• _Data shown_
┄┄┄┄┄┄┄┄┄┄┄┄┄┄┄┄┄┄┄┄
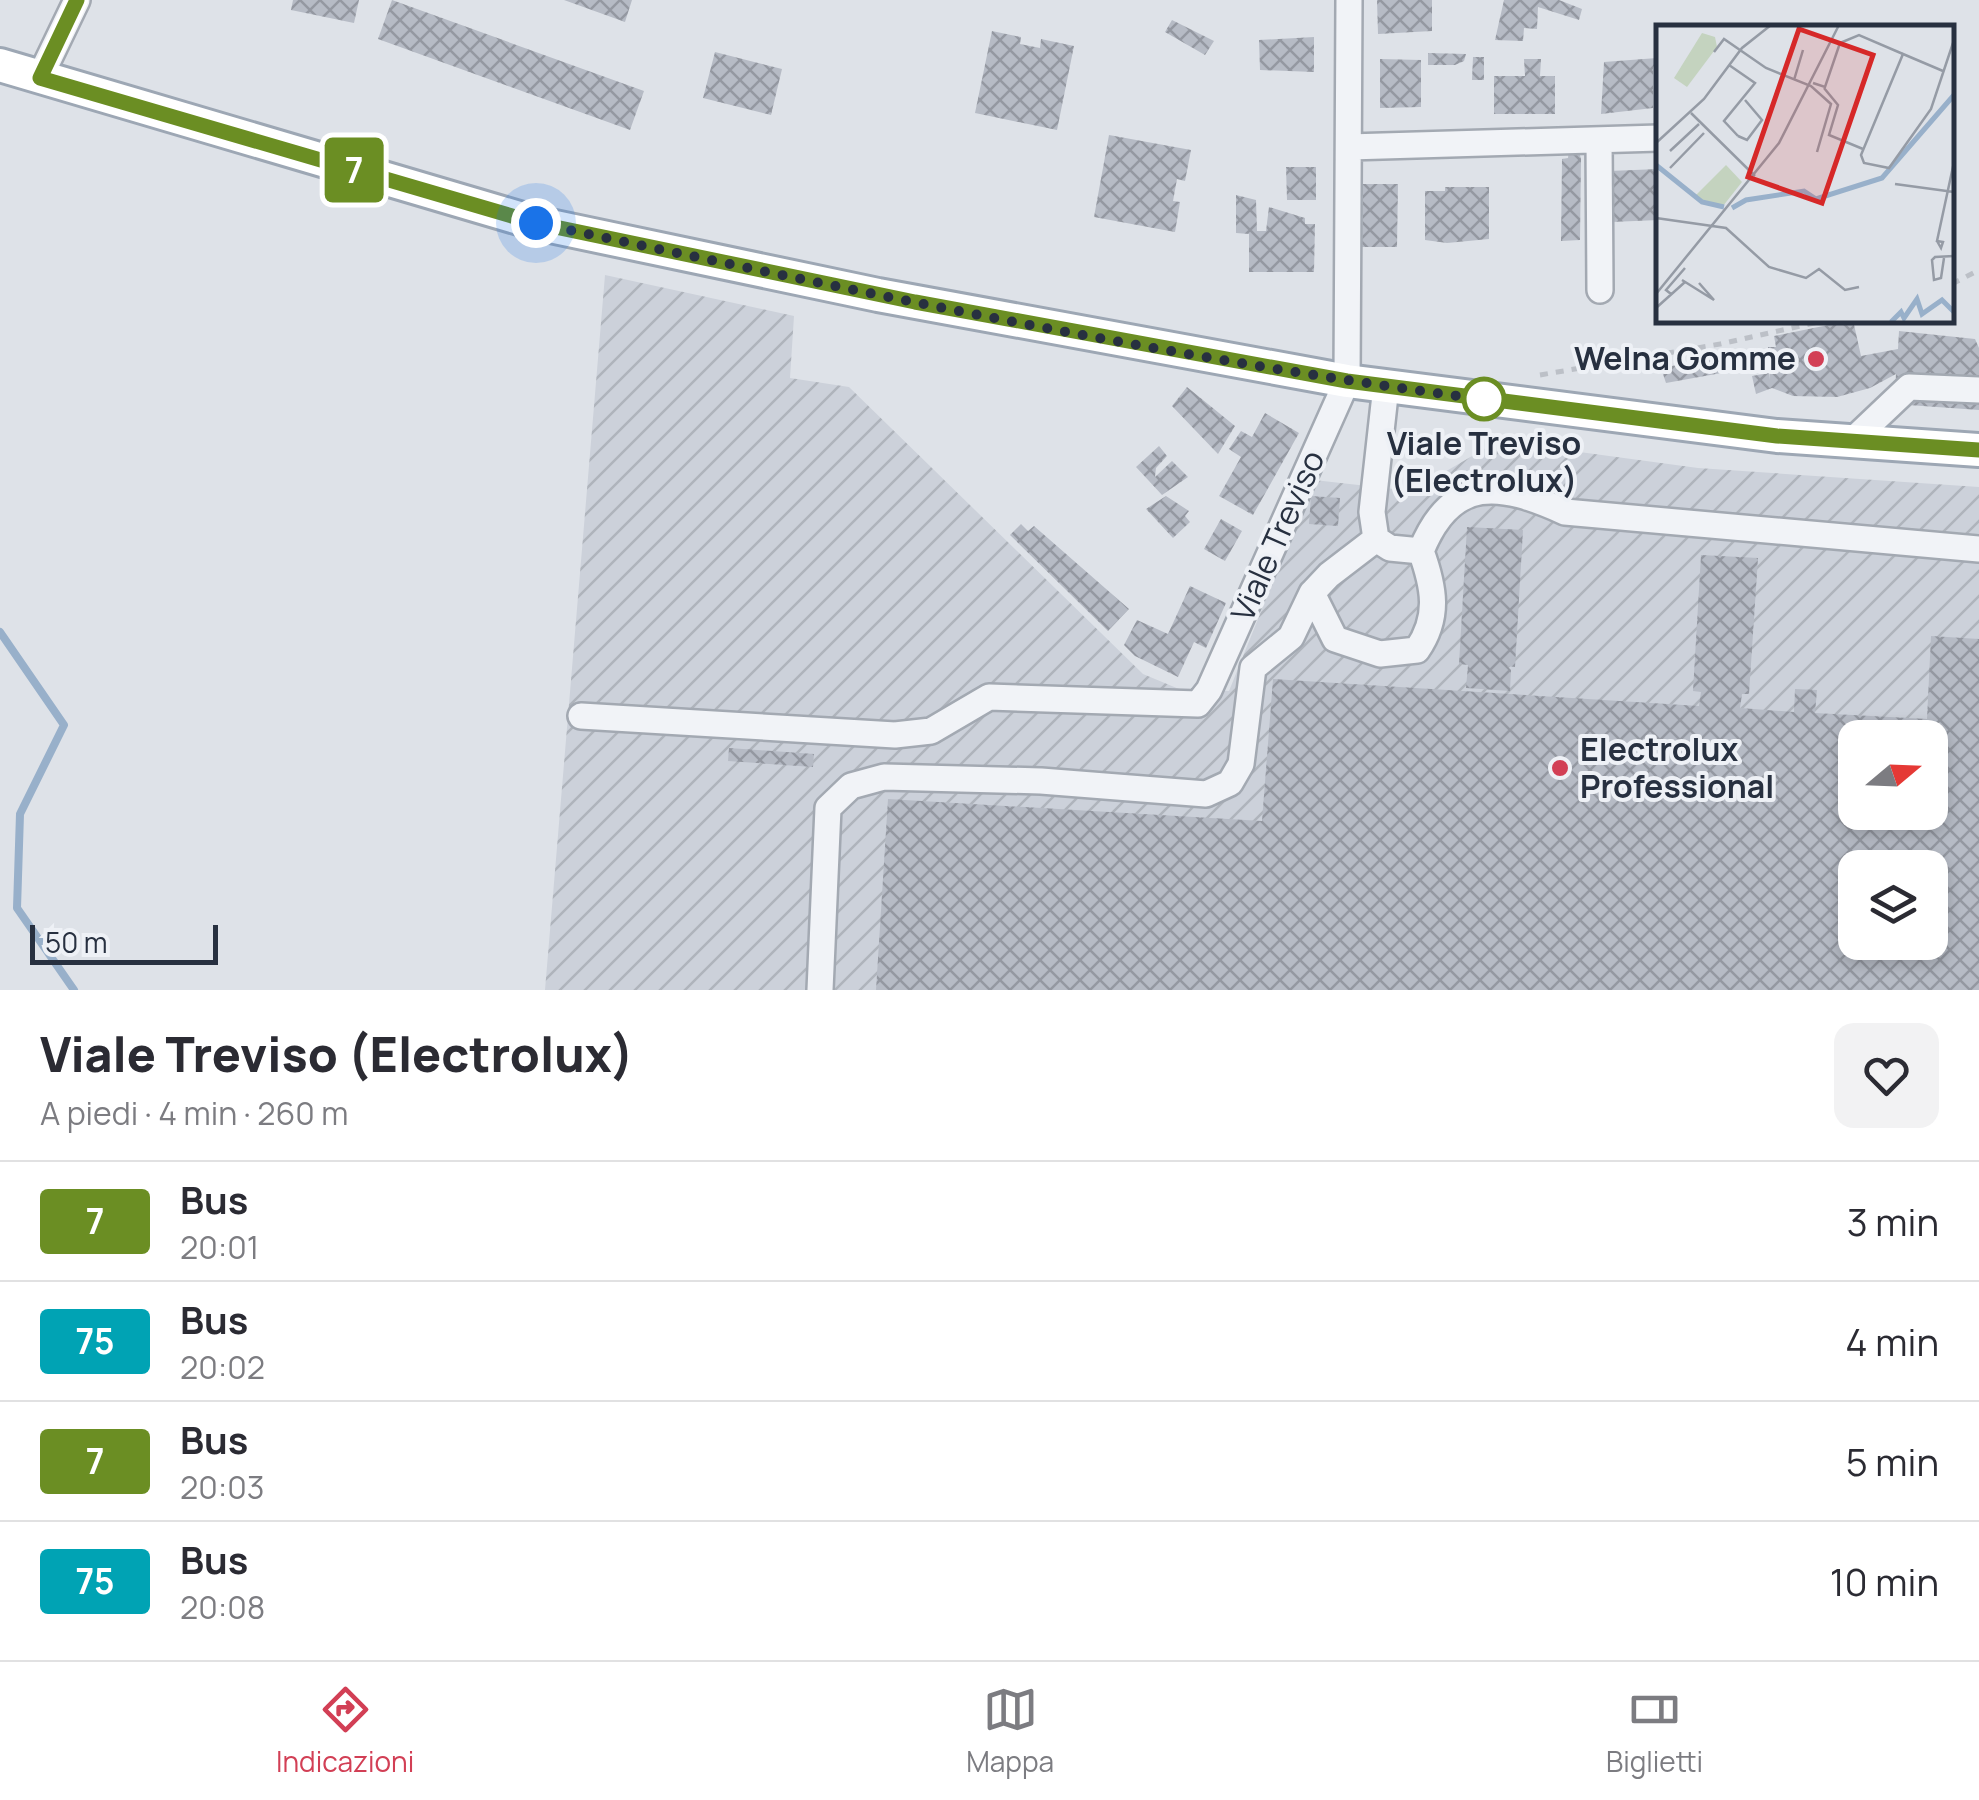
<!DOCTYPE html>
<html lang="it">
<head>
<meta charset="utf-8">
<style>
  :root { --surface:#fff; --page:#f2f2f3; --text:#2b2b33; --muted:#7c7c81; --line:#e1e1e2; --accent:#d23f55 }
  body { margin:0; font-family:Manrope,sans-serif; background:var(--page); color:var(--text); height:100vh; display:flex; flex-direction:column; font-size:38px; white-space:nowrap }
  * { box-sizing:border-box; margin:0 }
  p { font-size:32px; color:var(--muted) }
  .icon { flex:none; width:55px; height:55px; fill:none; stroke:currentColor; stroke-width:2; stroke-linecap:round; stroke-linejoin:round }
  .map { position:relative; height:990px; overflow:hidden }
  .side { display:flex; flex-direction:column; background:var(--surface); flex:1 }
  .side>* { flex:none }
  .badge { padding:0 20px; border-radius:8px; font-size:35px; line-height:65px }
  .needle { width:65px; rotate:71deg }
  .fabs { position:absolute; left:1838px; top:720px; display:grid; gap:20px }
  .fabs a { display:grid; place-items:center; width:110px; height:110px; border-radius:20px; background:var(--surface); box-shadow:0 5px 15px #0003; font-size:50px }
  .scale { position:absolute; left:30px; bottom:25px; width:188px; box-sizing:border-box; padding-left:10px; border:5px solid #273040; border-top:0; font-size:28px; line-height:35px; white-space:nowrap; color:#273040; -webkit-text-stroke:8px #eef1f6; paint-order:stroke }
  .you { position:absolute; width:50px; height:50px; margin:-25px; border:8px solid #fff; border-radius:50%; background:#1a73e8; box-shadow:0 0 0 15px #1a73e833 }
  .map>.badge { position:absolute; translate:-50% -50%; box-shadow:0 0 0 5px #fff }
  .round { display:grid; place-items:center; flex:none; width:105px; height:105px; border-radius:20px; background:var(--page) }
  .summary { display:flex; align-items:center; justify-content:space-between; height:170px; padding:0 40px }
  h1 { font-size:48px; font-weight:800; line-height:75px }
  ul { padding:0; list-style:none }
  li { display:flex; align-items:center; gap:30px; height:120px; padding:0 40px; border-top:2px solid var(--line) }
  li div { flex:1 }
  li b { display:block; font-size:38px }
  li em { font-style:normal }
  li .badge { min-width:110px; font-weight:700; text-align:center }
  .menu { display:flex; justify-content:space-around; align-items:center; height:140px; border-top:2px solid var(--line); background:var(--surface); font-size:28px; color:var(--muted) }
  .menu a { display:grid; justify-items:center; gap:5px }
  .menu .selected { color:var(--accent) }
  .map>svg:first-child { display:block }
  .industrial { fill:url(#industrial-furrows); fill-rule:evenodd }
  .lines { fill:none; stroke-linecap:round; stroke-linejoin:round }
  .stream { stroke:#98b0ca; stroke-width:8 }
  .building { fill:url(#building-cross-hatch); fill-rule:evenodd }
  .minor-casing { stroke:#a3a9b2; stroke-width:30 }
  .major-casing { stroke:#9da7b4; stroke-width:38 }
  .path { stroke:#bcc0c7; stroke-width:5; stroke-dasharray:8 8; stroke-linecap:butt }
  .minor { stroke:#f1f3f7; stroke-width:25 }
  .major { stroke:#fff; stroke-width:32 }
  .line-casing { stroke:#fff; stroke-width:22 }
  .line { stroke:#6b8e23; stroke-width:15 }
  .walk { stroke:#273040; stroke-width:10; stroke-dasharray:0 18 }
  .poi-dot { fill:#d23f55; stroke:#eef1f6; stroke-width:4 }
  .stop-dot { fill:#fff; stroke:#6b8e23; stroke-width:5 }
  .labels { text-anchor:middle; stroke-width:8; stroke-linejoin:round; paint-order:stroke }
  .poi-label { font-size:32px; font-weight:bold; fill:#273040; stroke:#eef1f6; text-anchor:end }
  .stop-label { font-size:32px; font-weight:bold; fill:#273040; stroke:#eef1f6 }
  .street-label { font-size:32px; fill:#273040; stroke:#eef1f6 }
  .inset-river { fill:none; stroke:#98b0ca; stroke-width:5 }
  .inset-road { fill:none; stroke:#959ba5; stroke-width:2.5 }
  .view { fill:#d62828; fill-opacity:0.15; stroke:#d62828; stroke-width:5 }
  .inset-edge { fill:none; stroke:#273040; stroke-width:5 }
</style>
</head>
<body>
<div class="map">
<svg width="1979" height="990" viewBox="0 0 1979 990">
  <defs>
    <pattern id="industrial-furrows" width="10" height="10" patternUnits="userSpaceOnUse" patternTransform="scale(2.5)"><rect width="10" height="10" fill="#ccd1da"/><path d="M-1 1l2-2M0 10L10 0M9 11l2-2" fill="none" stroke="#afb4bc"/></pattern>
    <pattern id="building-cross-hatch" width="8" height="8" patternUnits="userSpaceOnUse" patternTransform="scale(2.5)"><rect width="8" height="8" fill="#b6bbc5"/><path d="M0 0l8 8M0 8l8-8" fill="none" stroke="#9498a1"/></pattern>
  </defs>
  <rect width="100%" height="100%" fill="#dee2e8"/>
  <path class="industrial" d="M605,275L794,316L790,378L849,387L1143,674L1179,689L1229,691L1314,480L1412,491L1498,441L1698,468L1979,487V990H545ZM1855,738H1930V812H1855ZM1855,868H1930V942H1855Z"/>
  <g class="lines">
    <path class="stream" d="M0,632L64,725L20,814L17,908L74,990"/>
  </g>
  <path class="building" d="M293,0H359L354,23L291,10Z
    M392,0L644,91L630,130L378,39Z
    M564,0H632L625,22Z
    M1377,0H1432V31L1378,34Z
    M1504,0H1559L1582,9L1579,20L1538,7L1537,29L1524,28L1523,41L1495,40Z
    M1172,20L1214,41L1205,55L1165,32Z
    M992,31L1021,37L1020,44L1040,48L1041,39L1074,46L1057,130L975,113Z
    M1314,37V72L1260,70L1259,40Z
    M715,52L782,69L771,115L703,98Z
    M1428,53L1466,54L1464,61L1455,65H1428Z
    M1473,57H1484V80H1472Z
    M1657,58L1653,68V108L1601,114L1604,62Z
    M1380,59L1421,60V107L1380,108Z
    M1524,59H1541L1540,76H1555V114H1494V76H1525Z
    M1109,135L1191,150L1185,181L1177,179L1173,201L1180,202L1175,232L1094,217Z
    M1569,148H1578L1581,159L1580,240L1561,241L1562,159L1568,158Z
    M1286,167H1316V200H1287Z
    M1659,169V220L1611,222L1609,171Z
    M1363,184H1398L1397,247H1362Z
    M1445,187H1489V239L1447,243L1425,240V191H1445Z
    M1236,195L1256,200L1257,231H1266L1269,207L1305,218V224H1315L1314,272H1249V234L1236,233Z
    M1853,320L1861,356L1898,349L1899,331L1975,339L1979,348V410L1894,404L1896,374L1870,388L1837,397L1793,396L1772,388L1756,394L1752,376L1769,373L1770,380L1768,347H1776L1774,336Z
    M1735,354L1738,370L1666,383L1661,368Z
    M1187,387L1235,426L1218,454L1172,406Z
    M1265,413L1299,433L1253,515L1219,496L1241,457L1229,449L1241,431L1252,437Z
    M1159,446L1167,456L1156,468L1155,477L1172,461L1188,477L1162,495L1136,467Z
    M1166,496L1189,511L1185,516L1190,522L1173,538L1146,509Z
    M1311,496L1340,498L1338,526L1309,524Z
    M1221,519L1242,531L1225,561L1204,549Z
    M1021,524L1028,531L1034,526L1129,609L1108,631L1010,535Z
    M1467,527L1523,530L1515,667L1507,666L1511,670L1510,691L1466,688L1468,665L1459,664Z
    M1701,555L1758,558L1749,694H1742L1740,708L1794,712L1795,689L1817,690L1815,713L1927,719L1931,636L1979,639V990H876L888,799L1262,821L1273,679L1699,706L1701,692L1693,691ZM1855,738H1930V812H1855ZM1855,868H1930V942H1855Z
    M1190,586L1226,603L1206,648L1194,642L1178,677L1135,656L1124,645L1137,620L1168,634Z
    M729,748L814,754L813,767L728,761Z"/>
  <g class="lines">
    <defs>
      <path id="minor" d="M40,77L77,0
        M1599,140L1600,290
        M1349,147L1659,138
        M1386,386L1372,512L1376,539L1390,548L1421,551C1452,474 1501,483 1565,512L1979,549
        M1852,441L1909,387L1979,390
        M1312,593L1335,639L1380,654L1417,650C1440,617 1434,587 1421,551
        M581,716L895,735L931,731L989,697L1198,704L1209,690L1347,381L1349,0
        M820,990L828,808L851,786L884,777L1041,781L1206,794L1230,783L1241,764L1253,668L1291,637L1312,593L1329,575L1376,539"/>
      <path id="major" d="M0,65L536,223L878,295L1347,381L1777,436L1979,450"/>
    </defs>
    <use href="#minor" class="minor-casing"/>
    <use href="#major" class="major-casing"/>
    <path class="path" d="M1952,284L1979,270
      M1540,375L1720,344L1827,320"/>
    <use href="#minor" class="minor"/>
    <use href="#major" class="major"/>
  </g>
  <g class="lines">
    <defs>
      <path id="line" d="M77,0L40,78L536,223L915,302L1347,381L1777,436L1979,450"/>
    </defs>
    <use href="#line" class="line-casing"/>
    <use href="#line" class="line"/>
    <path class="walk" d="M536,223C852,290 1168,359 1489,400L1484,399"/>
  </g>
  <g class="poi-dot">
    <circle cx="1816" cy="359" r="10"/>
    <circle cx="1560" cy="768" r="10"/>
  </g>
  <circle class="stop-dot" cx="1484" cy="399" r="20"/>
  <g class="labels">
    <g class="poi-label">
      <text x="1796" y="370">Welna Gomme</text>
      <text x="1580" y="761" text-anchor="start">Electrolux<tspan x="1580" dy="37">Professional</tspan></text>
    </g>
    <g class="stop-label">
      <text x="1484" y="455">Viale Treviso<tspan x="1484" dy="37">(Electrolux)</tspan></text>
    </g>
    <g class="street-label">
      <text transform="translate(1278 536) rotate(-66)" y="11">Viale Treviso</text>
    </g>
  </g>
  <g transform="translate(1656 25)">
    <rect width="298" height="298" fill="#dee2e8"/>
    <path d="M70,140L86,157L67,181L46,175L40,170Z" fill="#c4d3bf"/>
    <path d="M46,8L59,12L61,22L31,62L18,53Z" fill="#c4d3bf"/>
    <path class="inset-river" d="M0,140L46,177L68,182M76,183L90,175L148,166L160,174L226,153L298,70M235,297L245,287L248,293L261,274L266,289L286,275L298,287"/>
    <path class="inset-road" d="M58,27L68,14L110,43L155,61L175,79L161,127M73,40L99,58L68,96L82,111M287,46L247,29L205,130L208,138L233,143L275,84L297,18M138,55L147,25M157,58L169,62L184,18L203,10L247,29M168,63L182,80L173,110L207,124M35,88L99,151M82,111L91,115L106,95L89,75M0,118L48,74L86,23L115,0M14,126L43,99M14,143L48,108M239,159L298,167M0,193L70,203L113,242L150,253L163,244L189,265L203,262M281,216L285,223L287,217L281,216L298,137M288,233L285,253L278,255L276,235L279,232L298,231M26,255L58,275L43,258M0,269L123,118L183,0M15,269L10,265L29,243M0,283L29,257"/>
    <path class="view" d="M143,4L217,30L166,178L92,152Z"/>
    <rect width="298" height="298" class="inset-edge"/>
  </g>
</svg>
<div class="fabs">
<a><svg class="needle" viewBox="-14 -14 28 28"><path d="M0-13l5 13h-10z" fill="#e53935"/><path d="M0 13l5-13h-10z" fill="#7c7c81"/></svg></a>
<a><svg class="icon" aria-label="layers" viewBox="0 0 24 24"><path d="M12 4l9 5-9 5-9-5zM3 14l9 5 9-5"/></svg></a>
</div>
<div class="scale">50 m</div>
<div class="you" style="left:536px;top:223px"></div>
<b class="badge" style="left:354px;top:170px;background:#6b8e23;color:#fff">7</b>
</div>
<section class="side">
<div class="summary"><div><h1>Viale Treviso (Electrolux)</h1><p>A piedi · 4 min · 260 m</p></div><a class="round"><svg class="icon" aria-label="heart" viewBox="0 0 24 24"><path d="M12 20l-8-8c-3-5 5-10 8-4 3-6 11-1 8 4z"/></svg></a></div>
<ul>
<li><span class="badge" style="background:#6b8e23;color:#fff">7</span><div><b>Bus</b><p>20:01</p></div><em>3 min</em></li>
<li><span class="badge" style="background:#00a3b4;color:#fff">75</span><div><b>Bus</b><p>20:02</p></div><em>4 min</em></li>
<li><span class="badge" style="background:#6b8e23;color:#fff">7</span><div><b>Bus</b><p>20:03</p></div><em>5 min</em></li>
<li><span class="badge" style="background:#00a3b4;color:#fff">75</span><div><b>Bus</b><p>20:08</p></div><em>10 min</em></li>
</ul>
</section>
<nav class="menu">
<a class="selected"><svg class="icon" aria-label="directions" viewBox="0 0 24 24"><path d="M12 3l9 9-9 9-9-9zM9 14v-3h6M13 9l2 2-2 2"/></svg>Indicazioni</a>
<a><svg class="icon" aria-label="map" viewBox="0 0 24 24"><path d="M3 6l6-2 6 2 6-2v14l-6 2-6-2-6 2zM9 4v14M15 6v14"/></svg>Mappa</a>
<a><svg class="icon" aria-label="tickets" viewBox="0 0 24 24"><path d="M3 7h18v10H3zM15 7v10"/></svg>Biglietti</a>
</nav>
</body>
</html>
┄┄┄┄┄┄┄┄┄┄┄┄┄┄┄┄┄┄┄┄
• _The task_
All lines from the start of the entries above through the line containing "display:flex; align-items:center; justify-content:space-between;" are to be given again exactly; the pictures are not.

• _Task output_
<!DOCTYPE html>
<html lang="it">
<head>
<meta charset="utf-8">
<style>
  :root { --surface:#fff; --page:#f2f2f3; --text:#2b2b33; --muted:#7c7c81; --line:#e1e1e2; --accent:#d23f55 }
  body { margin:0; font-family:Manrope,sans-serif; background:var(--page); color:var(--text); height:100vh; display:flex; flex-direction:column; font-size:38px; white-space:nowrap }
  * { box-sizing:border-box; margin:0 }
  p { font-size:32px; color:var(--muted) }
  .icon { flex:none; width:55px; height:55px; fill:none; stroke:currentColor; stroke-width:2; stroke-linecap:round; stroke-linejoin:round }
  .map { position:relative; height:990px; overflow:hidden }
  .side { display:flex; flex-direction:column; background:var(--surface); flex:1 }
  .side>* { flex:none }
  .badge { padding:0 20px; border-radius:8px; font-size:35px; line-height:65px }
  .needle { width:65px; rotate:71deg }
  .fabs { position:absolute; left:1838px; top:720px; display:grid; gap:20px }
  .fabs a { display:grid; place-items:center; width:110px; height:110px; border-radius:20px; background:var(--surface); box-shadow:0 5px 15px #0003; font-size:50px }
  .scale { position:absolute; left:30px; bottom:25px; width:188px; box-sizing:border-box; padding-left:10px; border:5px solid #273040; border-top:0; font-size:28px; line-height:35px; white-space:nowrap; color:#273040; -webkit-text-stroke:8px #eef1f6; paint-order:stroke }
  .you { position:absolute; width:50px; height:50px; margin:-25px; border:8px solid #fff; border-radius:50%; background:#1a73e8; box-shadow:0 0 0 15px #1a73e833 }
  .map>.badge { position:absolute; translate:-50% -50%; box-shadow:0 0 0 5px #fff }
  .round { display:grid; place-items:center; flex:none; width:105px; height:105px; border-radius:20px; background:var(--page) }
  .summary { display:flex; align-items:center; justify-content:space-between; height:170px; padding:0 40px }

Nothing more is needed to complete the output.